[PROBLEM STATEMENT] Report all lines from the entries below in which "stream" appears.

[Dataset entries]

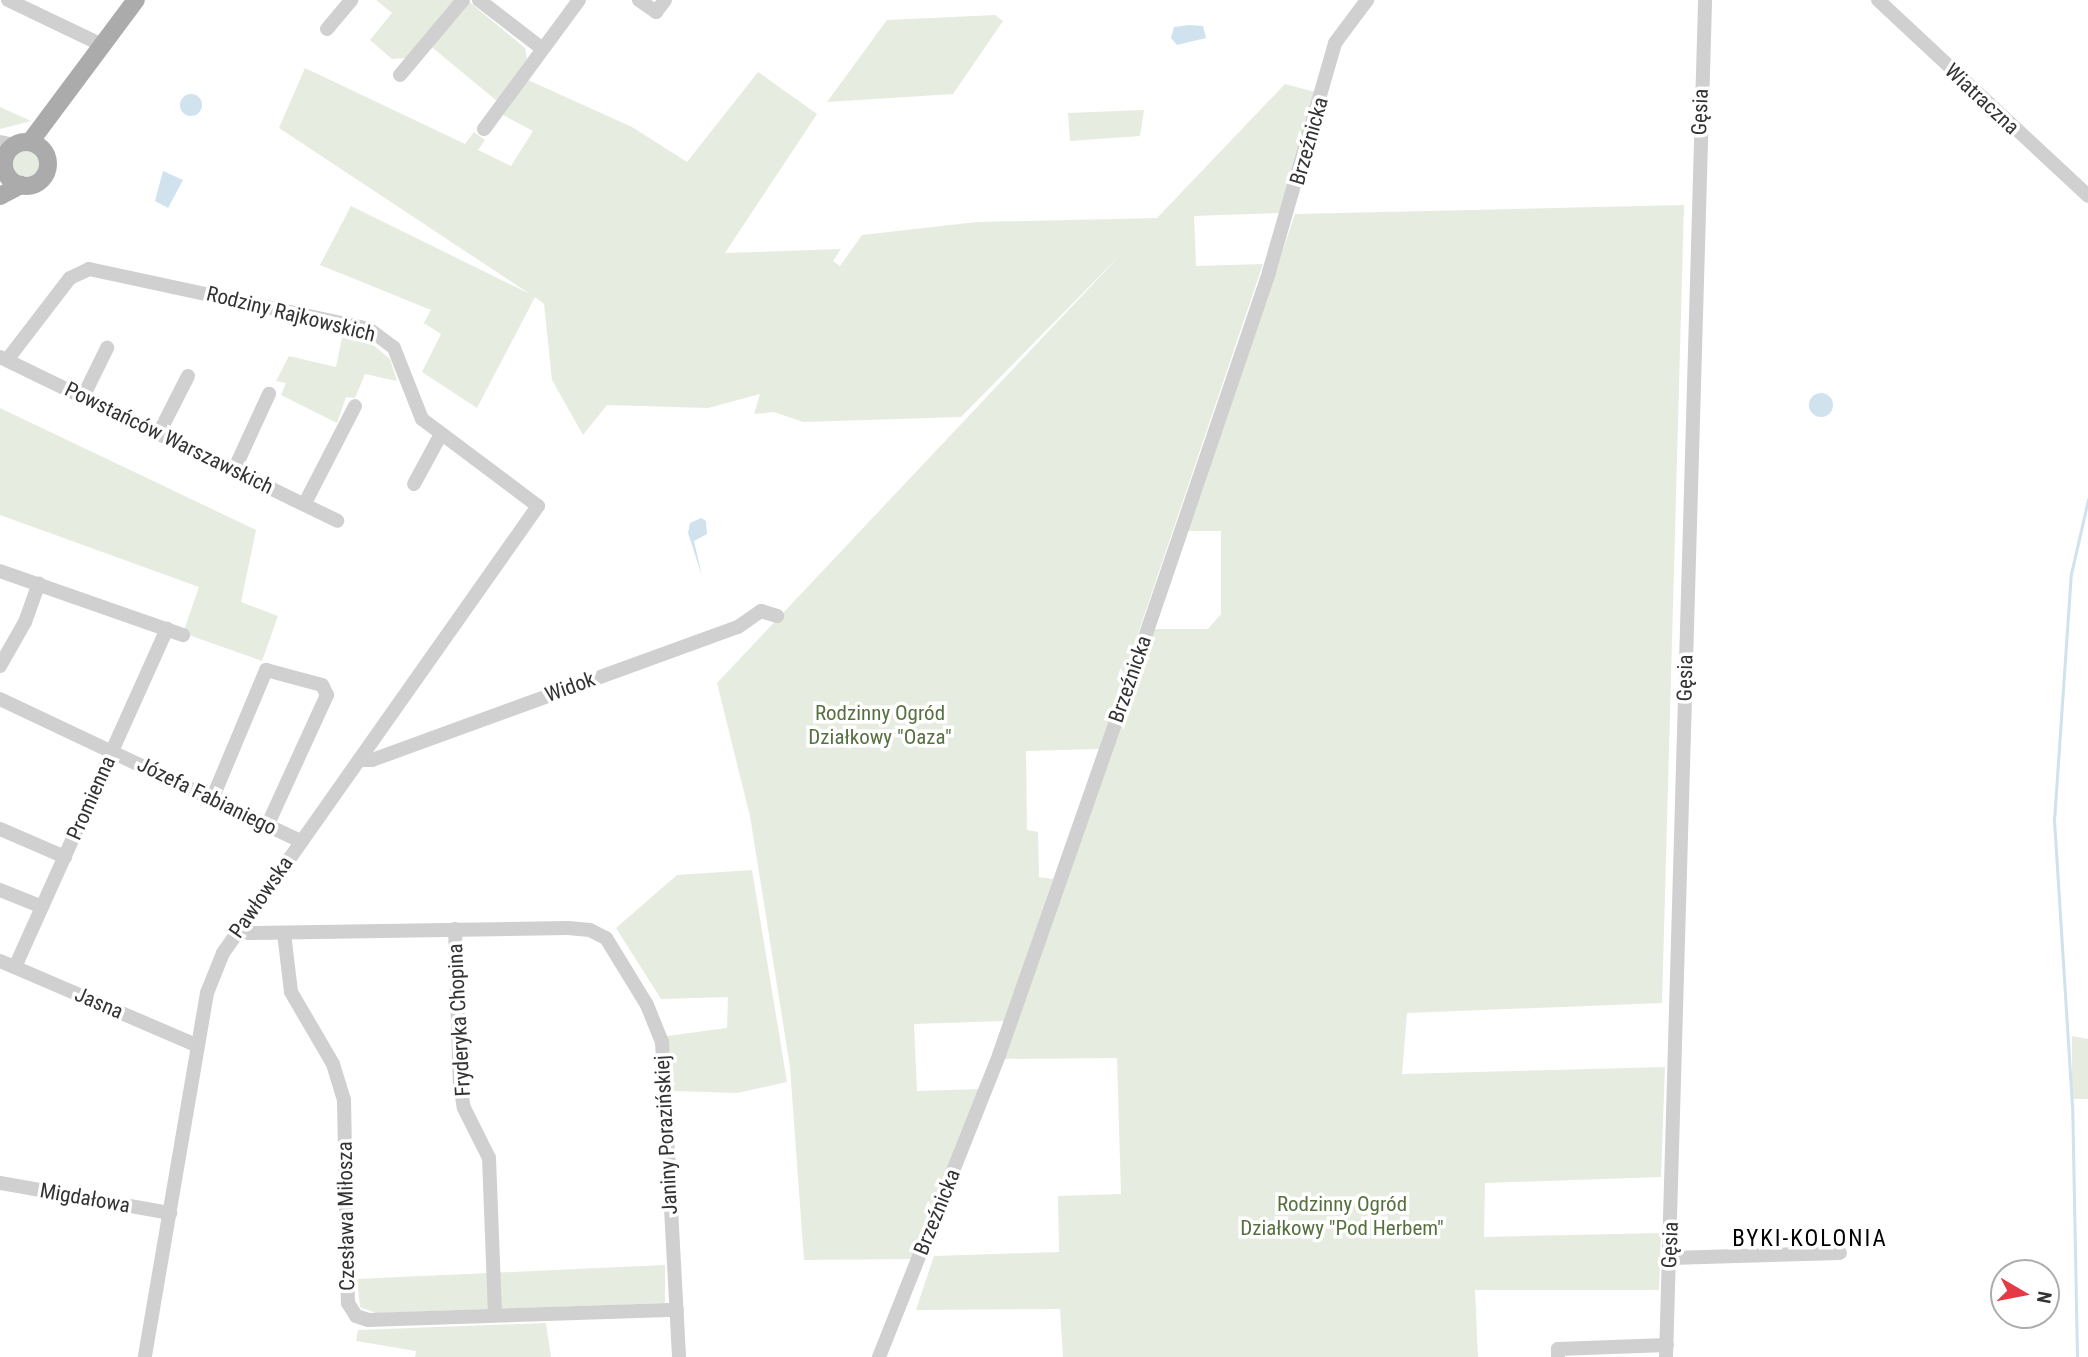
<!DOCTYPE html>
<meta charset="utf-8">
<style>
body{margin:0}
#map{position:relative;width:2088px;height:1357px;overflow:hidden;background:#fff;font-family:"Roboto Condensed",sans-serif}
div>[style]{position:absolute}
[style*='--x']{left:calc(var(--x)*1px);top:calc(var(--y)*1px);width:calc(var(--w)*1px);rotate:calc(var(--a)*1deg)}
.green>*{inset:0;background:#e6ecdf}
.round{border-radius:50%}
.water>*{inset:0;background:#cfe2ee}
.stream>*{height:2.5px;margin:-1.25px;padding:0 1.25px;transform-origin:1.25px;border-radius:1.25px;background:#cfe2ee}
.minor>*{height:14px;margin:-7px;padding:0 7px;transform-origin:7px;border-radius:7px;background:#d0d0d0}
.major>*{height:18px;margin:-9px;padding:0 9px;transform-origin:9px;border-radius:9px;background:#ababab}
.major>.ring{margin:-9px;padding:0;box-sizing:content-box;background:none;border:18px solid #ababab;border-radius:50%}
span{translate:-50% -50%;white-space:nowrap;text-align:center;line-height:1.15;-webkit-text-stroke:7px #fff;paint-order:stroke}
.street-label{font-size:21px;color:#333}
.park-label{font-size:21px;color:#56703f}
.neighbourhood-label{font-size:23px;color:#000;letter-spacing:2px}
.north{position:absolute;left:1990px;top:1259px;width:70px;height:70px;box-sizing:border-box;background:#fff;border:2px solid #adadad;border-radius:50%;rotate:100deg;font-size:19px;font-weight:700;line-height:28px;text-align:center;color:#333}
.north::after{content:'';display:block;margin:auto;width:24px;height:32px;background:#e63946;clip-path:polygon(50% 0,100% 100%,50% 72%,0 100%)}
</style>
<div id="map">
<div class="green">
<i style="clip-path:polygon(376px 0,467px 0,525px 48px,527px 59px,497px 101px,422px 39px,406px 58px,392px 59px,370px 40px,392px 13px)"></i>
<i style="clip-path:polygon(995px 15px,1003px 21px,953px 94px,827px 102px,887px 20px)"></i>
<i style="clip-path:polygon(305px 68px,465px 144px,474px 132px,485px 140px,478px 150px,511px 166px,533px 131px,503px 115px,528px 80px,632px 127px,687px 162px,758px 72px,817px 114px,725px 253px,841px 249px,833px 261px,840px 266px,862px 235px,977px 222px,1157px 218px,1285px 84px,1315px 92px,1279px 213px,1194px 216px,1196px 266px,1263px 264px,1099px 749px,1026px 751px,1027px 830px,1038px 832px,1039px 877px,1053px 879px,1004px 1021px,914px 1024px,917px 1091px,981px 1089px,913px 1259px,804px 1260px,790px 1067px,750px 816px,717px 683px,1127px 248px,961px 417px,803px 422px,774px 412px,754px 414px,760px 394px,708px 408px,607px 405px,583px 435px,552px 380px,544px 304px,535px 297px,477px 408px,422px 372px,441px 334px,424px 323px,431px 310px,320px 265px,351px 206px,530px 294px,279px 128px)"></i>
<i style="clip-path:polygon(0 107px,31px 121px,0 129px)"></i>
<i style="clip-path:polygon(1144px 110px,1140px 136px,1070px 141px,1068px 113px)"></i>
<i class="round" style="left:13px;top:150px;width:28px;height:28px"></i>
<i style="clip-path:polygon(1684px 205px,1662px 1003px,1407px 1013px,1402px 1074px,1665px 1067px,1661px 1177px,1485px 1183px,1484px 1237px,1661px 1233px,1659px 1290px,1475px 1290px,1478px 1357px,1063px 1357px,1060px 1309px,916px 1310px,934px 1256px,1059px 1252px,1058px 1196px,1121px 1194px,1117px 1058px,1003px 1059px,1154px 629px,1208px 629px,1221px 614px,1221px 531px,1188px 531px,1295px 214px)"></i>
<i style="clip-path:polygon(343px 333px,365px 338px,390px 359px,397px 381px,365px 374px,355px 398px,346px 397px,337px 423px,281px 395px,286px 383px,276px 381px,289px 356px,336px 367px)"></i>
<i style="clip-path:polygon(0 408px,256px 530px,241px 602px,278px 616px,262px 661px,183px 633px,199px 587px,0 515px)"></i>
<i style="clip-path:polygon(752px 870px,787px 1082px,737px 1093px,674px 1091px,667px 1036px,727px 1028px,728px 997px,661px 999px,616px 928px,677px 875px)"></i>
<i style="clip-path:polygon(2072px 1036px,2088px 1039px,2088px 1099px,2072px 1099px)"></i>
<i style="clip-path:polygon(665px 1265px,665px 1303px,376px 1313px,360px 1307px,357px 1279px)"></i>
<i style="clip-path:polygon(546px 1323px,551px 1357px,415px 1357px,416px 1351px,356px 1341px,358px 1330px)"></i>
</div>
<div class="water">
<i style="clip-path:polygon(1189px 25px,1203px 26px,1206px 38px,1177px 45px,1171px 38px,1174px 27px)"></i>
<i class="round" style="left:180px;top:94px;width:22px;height:22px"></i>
<i style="clip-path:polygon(163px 171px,183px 180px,168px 208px,155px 201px)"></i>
<i class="round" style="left:1809px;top:393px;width:24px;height:24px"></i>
<i style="clip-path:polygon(701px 518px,706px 521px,707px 534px,694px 541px,702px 576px,688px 533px,690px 523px)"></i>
</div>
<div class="stream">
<i style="--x:2077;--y:1357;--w:251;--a:-91.1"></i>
<i style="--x:2072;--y:1106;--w:286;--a:-93.6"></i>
<i style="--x:2054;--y:821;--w:248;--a:-86.1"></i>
<i style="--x:2071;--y:574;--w:76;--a:-77.1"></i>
</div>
<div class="minor">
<i style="--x:8;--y:0;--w:104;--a:25.6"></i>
<i style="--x:479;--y:0;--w:77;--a:37.6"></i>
<i style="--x:639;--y:0;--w:21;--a:35"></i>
<i style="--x:656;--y:12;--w:15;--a:-53"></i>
<i style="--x:1878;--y:0;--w:287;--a:43"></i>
<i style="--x:327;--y:29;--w:38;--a:-50"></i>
<i style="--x:400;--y:75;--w:98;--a:-50"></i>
<i style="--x:484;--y:129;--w:160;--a:-53.6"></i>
<i style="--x:0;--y:142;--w:15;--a:11"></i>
<i style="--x:0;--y:156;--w:6;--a:45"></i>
<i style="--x:0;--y:357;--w:375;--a:25.9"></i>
<i style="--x:7;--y:360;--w:103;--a:-52.5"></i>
<i style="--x:70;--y:278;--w:21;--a:-25"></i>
<i style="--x:89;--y:269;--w:286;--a:12.1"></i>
<i style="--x:369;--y:329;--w:31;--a:37"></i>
<i style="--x:394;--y:348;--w:76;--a:68.5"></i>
<i style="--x:422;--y:419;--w:145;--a:36.9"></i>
<i style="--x:538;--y:506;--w:547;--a:125.17"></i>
<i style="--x:223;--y:953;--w:43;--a:111.8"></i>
<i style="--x:207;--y:993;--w:369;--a:99.7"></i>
<i style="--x:83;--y:397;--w:55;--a:-63.9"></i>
<i style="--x:159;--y:433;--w:64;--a:-63"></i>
<i style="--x:234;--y:470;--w:84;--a:-65.3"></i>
<i style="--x:414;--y:484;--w:57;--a:-61.6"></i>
<i style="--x:305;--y:503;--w:109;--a:-62.7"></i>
<i style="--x:0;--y:571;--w:194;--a:19.3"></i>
<i style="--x:0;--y:666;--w:51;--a:-60.4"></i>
<i style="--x:25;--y:622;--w:41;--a:-70.3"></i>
<i style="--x:0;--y:699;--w:332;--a:25.3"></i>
<i style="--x:359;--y:760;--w:13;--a:0"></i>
<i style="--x:372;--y:760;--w:389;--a:-20"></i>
<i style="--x:738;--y:627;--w:28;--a:-35"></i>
<i style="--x:761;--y:611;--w:17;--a:17"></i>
<i style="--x:213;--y:797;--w:138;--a:-67.3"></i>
<i style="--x:266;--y:670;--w:58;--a:15"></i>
<i style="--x:322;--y:685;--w:11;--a:63"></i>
<i style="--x:327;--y:695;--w:142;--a:114.6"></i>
<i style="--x:0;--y:829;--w:71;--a:23.3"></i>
<i style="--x:0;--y:890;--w:45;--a:22"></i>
<i style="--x:237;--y:929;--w:13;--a:18"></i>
<i style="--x:249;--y:933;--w:319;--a:-0.9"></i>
<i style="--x:568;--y:928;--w:22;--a:5"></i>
<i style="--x:590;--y:930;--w:18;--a:27"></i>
<i style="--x:606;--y:938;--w:79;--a:58.5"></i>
<i style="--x:647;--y:1005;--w:40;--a:68"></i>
<i style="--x:662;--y:1042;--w:315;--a:86.9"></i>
<i style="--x:455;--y:929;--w:155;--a:88.2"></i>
<i style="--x:460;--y:1084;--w:24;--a:81"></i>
<i style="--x:464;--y:1108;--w:56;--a:63.4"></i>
<i style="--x:489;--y:1158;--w:157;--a:87.8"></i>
<i style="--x:284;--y:933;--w:59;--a:83.2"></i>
<i style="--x:291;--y:992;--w:83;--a:59.7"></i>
<i style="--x:333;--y:1064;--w:38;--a:73"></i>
<i style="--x:344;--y:1100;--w:203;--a:88.9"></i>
<i style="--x:348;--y:1303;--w:15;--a:58"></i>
<i style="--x:356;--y:1316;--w:13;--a:18"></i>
<i style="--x:368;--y:1320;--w:309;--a:-1.9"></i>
<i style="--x:0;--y:961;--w:215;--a:23.2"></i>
<i style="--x:15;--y:967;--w:371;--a:-65.8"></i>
<i style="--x:0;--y:1183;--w:173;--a:10"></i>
<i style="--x:1670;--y:1258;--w:170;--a:-1.7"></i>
<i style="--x:879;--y:1357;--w:325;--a:-68.3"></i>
<i style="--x:999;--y:1055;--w:390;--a:-70.7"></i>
<i style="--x:1128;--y:687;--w:438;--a:-71.2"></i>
<i style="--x:1269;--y:272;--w:238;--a:-73.9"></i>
<i style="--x:1335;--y:43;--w:54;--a:-53.3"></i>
<i style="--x:1558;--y:1357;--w:8;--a:-90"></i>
<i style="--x:1558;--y:1349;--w:109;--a:-2.1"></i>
<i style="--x:1666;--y:1357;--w:1358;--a:-88.35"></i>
</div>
<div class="major">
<i class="ring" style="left:4px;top:142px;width:26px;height:26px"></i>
<i style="--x:30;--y:142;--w:177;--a:-53.3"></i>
<i style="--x:0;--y:196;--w:24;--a:-28"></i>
</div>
<div class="street-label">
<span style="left:1982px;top:99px;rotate:43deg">Wiatraczna</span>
<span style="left:1700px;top:112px;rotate:-88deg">Gęsia</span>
<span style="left:1309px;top:141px;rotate:-74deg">Brzeźnicka</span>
<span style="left:291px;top:314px;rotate:14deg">Rodziny Rajkowskich</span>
<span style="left:169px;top:438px;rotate:26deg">Powstańców Warszawskich</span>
<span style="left:1685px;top:678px;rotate:-89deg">Gęsia</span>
<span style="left:1130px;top:679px;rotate:-71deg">Brzeźnicka</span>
<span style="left:570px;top:687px;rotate:-20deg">Widok</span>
<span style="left:207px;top:796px;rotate:26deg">Józefa Fabianiego</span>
<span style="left:91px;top:798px;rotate:-66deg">Promienna</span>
<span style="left:261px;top:897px;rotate:-55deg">Pawłowska</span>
<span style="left:99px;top:1003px;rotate:23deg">Jasna</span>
<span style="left:459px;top:1020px;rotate:-93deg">Fryderyka Chopina</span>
<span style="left:666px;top:1135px;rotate:-93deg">Janiny Porazińskiej</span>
<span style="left:85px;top:1198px;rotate:10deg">Migdałowa</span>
<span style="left:937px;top:1212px;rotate:-68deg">Brzeźnicka</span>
<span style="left:346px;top:1216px;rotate:-91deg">Czesława Miłosza</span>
<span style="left:1670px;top:1245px;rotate:-88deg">Gęsia</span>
</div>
<div class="park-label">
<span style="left:880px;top:725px">Rodzinny Ogród<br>Działkowy "Oaza"</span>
<span style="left:1342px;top:1216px">Rodzinny Ogród<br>Działkowy "Pod Herbem"</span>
</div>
<div class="neighbourhood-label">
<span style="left:1810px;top:1239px">BYKI-KOLONIA</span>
</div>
<div class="north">N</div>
</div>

[PROBLEM SOLUTION]
.stream>*{height:2.5px;margin:-1.25px;padding:0 1.25px;transform-origin:1.25px;border-radius:1.25px;background:#cfe2ee}
<div class="stream">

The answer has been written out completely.